Oratomic isn't hedging with intermediate products — one focused bet means fewer roles, higher stakes per hire, and no larger team to absorb a mis-hire. Founder relationships remain a real advantage, but they need a system built around them that can move at the same pace as the roadmap.
Not every lane starts from the same place. Some already run on deep founder relationships; others need a system built from scratch. The map below is a starting hypothesis, built to be sharpened after calibration with the team.
The neutral-atom and QEC-theory community is niche and highly specialised. My role would be to build on Oratomic's founding network, turn it into a repeatable pipeline, and extend it into relevant adjacent hubs and international communities.
e.g. Caltech IQIM, JILA, Harvard, MIT, Google Quantum AI, AWS Center for Quantum Computing
This is where a structured search creates the most leverage. Precision-hardware and AI-for-science people rarely self-identify as "quantum candidates" — they won't surface through academic networks alone, and need to be found deliberately.
e.g. Thorlabs, Zeiss, Coherent, Oxford Instruments · DeepMind, NVIDIA, self-driving-lab teams
Personal academic networks cover this the least. It needs its own repeatable pipeline — precision-hardware and aerospace operators, plus high-agency generalists who don't need a perfect title match.

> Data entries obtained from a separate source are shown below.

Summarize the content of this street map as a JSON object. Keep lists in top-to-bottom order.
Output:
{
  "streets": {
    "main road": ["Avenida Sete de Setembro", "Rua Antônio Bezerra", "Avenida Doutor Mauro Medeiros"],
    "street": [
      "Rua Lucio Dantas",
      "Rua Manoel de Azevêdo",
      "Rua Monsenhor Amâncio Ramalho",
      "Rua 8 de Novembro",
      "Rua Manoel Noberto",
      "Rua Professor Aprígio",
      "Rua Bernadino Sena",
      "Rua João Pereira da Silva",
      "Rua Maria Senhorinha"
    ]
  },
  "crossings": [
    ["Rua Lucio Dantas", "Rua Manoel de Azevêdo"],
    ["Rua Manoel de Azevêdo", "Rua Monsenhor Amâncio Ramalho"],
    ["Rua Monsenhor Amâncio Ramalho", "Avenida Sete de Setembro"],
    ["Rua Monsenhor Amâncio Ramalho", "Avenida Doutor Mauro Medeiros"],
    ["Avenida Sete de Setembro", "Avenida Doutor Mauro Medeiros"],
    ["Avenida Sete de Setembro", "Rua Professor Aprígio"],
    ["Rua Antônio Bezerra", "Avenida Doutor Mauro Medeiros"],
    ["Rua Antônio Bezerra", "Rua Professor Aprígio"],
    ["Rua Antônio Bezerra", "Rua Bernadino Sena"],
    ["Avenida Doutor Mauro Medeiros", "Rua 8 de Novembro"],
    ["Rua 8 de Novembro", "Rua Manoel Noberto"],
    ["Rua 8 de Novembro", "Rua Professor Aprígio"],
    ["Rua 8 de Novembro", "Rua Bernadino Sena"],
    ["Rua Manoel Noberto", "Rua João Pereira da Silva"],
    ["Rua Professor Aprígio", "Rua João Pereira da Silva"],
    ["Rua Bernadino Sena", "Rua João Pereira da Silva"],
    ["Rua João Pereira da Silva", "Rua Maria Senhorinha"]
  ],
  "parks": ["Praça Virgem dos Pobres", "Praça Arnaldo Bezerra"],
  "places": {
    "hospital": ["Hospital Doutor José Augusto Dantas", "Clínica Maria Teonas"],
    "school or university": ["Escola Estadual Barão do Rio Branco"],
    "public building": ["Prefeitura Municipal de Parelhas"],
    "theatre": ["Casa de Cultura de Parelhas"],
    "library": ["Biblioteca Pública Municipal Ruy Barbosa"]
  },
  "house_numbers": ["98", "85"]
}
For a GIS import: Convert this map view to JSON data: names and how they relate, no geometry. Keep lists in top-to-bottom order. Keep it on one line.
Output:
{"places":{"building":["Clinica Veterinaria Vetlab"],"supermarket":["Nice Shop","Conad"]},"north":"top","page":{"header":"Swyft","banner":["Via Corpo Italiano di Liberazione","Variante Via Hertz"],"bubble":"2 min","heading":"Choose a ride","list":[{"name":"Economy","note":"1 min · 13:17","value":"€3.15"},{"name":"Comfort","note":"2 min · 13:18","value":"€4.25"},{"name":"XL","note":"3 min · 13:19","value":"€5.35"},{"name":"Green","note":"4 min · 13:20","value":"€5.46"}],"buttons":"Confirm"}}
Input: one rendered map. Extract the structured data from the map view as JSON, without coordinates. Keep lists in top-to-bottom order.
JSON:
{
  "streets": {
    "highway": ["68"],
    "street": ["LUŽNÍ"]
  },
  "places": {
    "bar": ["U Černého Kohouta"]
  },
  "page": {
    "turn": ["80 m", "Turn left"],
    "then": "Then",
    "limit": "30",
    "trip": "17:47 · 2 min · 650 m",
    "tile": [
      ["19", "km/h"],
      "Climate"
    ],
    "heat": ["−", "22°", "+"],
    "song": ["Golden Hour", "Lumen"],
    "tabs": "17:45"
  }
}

e.g. national lab operations teams, semiconductor tooling · SpaceX, Anduril, elite academic labs
Events should work as intelligence-gathering, not employer branding — speaker lists, poster authors, lab affiliations and advisor networks compound into the talent map over time. Highest-signal to start: APS March Meeting, DAMOP, SPIE Photonics West.
In highly technical hiring, a strong candidate can still be lost because excellence was never defined, market coverage was thin, assessment was inconsistent, or the close didn't land. The six pillars create a repeatable loop so each search improves the next, rather than starting from scratch.
Define excellence for each role family before sourcing begins.
A living graph built from papers, lab pages and co-authorship networks — structured by role family, AI-assisted, never AI-decided. The same principle already runs Oratomic's own research tooling — AI compresses the search space, scientists own the judgment.
Research-specific outreach, not generic recruiter copy.
A high bar, held consistently, with fast feedback loops.
Scientist-led storytelling, tailored to what each candidate needs to hear.
Just enough system to stay fast as headcount grows.
I wouldn't pretend to be a quantum expert on day one. I would bring the operating system to turn Oratomic's existing scientific network — and the markets beyond it — into a repeatable hiring advantage. The strongest candidates need to believe this is one of the few places their work can directly decide whether utility-scale quantum computing becomes real.
Oratomic is building toward one outcome, not a portfolio of bets. That puts the talent function on the same critical path as the lab — not around it. This is a starting system for finding rare people earlier, understanding them more deeply, and closing them without lowering the bar.